▸ Task objective
Report each line of the data that has "MARIUSZA" somewhere in it.

Collected data entries
=== Section Start ===
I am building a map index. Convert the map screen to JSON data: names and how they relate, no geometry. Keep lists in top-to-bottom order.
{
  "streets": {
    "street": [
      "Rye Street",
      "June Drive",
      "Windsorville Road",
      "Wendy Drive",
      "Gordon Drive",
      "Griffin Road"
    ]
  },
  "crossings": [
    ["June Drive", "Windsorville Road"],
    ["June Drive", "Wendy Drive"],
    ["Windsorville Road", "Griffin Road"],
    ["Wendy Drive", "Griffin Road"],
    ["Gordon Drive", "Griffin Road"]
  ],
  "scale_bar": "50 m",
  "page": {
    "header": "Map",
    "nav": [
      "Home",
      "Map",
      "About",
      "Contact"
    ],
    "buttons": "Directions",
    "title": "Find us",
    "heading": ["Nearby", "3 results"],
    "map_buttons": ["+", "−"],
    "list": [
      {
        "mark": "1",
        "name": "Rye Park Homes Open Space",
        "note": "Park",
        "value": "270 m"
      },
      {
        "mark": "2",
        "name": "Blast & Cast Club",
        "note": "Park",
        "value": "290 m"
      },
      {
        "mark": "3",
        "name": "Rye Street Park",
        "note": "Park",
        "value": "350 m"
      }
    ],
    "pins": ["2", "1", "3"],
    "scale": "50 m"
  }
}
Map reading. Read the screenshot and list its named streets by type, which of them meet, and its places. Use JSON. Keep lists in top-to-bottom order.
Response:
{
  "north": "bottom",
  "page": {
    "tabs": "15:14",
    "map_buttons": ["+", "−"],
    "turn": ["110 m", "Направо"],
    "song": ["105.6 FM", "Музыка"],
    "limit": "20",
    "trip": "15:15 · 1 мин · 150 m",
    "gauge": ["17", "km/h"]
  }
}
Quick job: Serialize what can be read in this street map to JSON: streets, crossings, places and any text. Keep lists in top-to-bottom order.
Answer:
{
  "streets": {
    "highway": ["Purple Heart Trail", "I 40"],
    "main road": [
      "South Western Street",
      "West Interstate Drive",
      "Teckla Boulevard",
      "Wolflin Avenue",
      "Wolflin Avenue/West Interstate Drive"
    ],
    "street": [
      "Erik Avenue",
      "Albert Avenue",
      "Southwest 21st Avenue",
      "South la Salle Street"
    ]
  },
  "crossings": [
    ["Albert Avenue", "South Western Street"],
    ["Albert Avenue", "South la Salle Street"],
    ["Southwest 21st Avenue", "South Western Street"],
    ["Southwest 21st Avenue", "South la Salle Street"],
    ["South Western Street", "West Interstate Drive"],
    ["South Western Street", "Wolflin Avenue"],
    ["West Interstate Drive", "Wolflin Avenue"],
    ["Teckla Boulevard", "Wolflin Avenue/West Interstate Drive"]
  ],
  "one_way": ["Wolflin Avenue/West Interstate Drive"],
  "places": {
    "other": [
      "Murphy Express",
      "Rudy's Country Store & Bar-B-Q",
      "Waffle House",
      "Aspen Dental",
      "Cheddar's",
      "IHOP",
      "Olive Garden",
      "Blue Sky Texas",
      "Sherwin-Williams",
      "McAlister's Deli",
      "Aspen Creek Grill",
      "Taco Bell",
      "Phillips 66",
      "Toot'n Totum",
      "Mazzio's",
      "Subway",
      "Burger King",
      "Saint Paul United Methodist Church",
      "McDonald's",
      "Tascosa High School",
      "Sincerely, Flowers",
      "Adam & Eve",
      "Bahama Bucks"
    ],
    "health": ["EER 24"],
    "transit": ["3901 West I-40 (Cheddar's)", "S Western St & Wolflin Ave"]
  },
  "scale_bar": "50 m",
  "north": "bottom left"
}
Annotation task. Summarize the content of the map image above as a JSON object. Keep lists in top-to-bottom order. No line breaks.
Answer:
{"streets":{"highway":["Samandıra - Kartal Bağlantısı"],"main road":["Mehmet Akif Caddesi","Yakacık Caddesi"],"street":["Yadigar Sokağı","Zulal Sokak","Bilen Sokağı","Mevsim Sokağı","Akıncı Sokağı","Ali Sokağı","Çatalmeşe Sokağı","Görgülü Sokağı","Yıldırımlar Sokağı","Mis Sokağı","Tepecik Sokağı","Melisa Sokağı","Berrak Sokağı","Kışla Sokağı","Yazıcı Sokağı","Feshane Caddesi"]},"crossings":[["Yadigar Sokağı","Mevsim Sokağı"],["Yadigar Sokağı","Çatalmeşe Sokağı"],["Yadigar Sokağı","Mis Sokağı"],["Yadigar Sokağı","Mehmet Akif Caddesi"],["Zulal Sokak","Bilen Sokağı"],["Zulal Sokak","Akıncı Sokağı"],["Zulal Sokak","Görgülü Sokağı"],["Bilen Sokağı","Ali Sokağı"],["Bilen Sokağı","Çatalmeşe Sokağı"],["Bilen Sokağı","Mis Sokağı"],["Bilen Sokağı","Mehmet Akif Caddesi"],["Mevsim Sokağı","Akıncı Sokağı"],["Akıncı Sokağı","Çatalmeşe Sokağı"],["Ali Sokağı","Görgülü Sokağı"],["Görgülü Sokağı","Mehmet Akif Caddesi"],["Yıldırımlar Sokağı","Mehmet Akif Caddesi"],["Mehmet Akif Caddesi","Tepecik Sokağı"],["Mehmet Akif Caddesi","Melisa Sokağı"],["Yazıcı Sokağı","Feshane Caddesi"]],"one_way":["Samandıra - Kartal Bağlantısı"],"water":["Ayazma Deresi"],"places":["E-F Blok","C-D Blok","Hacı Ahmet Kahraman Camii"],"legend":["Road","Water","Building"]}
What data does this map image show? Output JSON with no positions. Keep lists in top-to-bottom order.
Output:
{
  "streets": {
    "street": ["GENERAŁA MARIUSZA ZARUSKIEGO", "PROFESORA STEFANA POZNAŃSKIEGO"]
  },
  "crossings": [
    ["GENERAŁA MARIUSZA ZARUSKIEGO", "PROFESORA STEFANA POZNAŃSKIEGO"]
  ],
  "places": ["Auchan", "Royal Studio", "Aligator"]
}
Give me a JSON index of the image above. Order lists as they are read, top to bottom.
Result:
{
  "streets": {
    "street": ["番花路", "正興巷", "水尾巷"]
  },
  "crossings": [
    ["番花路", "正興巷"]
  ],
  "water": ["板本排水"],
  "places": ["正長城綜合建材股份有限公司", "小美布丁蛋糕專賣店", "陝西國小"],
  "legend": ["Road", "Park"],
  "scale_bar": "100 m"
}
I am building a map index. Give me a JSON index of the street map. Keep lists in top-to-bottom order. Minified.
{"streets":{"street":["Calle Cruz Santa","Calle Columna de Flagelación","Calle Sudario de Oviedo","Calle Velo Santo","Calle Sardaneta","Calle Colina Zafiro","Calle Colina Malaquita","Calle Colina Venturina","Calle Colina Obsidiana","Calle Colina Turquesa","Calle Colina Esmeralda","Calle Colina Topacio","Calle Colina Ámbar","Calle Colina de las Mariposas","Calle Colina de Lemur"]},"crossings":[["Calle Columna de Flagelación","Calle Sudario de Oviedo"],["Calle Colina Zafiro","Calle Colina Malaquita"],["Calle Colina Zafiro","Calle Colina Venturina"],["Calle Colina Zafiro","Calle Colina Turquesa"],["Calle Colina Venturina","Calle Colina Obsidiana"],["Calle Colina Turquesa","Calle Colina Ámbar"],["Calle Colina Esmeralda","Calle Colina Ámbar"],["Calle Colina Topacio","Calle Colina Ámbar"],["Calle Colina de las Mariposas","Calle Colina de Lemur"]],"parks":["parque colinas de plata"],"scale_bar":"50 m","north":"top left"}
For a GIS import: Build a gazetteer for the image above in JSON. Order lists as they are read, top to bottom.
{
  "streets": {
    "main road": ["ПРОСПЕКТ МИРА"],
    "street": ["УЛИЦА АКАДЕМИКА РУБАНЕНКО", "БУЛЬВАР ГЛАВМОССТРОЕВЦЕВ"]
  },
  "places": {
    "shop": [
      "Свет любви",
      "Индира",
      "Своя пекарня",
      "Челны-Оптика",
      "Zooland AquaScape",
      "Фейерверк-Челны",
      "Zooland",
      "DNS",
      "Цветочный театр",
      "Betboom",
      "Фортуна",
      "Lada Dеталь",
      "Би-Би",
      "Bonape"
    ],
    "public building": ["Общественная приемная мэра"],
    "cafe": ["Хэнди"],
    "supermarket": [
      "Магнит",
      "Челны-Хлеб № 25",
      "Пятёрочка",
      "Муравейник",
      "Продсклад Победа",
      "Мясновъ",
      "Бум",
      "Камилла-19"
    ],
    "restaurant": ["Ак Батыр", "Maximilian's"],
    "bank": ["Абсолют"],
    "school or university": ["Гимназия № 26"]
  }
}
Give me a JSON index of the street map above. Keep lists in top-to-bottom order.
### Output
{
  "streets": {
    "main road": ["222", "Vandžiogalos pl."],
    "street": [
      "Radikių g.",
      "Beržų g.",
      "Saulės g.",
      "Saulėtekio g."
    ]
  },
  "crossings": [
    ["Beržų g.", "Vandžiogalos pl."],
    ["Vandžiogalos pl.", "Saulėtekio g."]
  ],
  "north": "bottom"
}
=== Section End ===
▸ Output of the exercise
    "street": ["GENERAŁA MARIUSZA ZARUSKIEGO", "PROFESORA STEFANA POZNAŃSKIEGO"]
    ["GENERAŁA MARIUSZA ZARUSKIEGO", "PROFESORA STEFANA POZNAŃSKIEGO"]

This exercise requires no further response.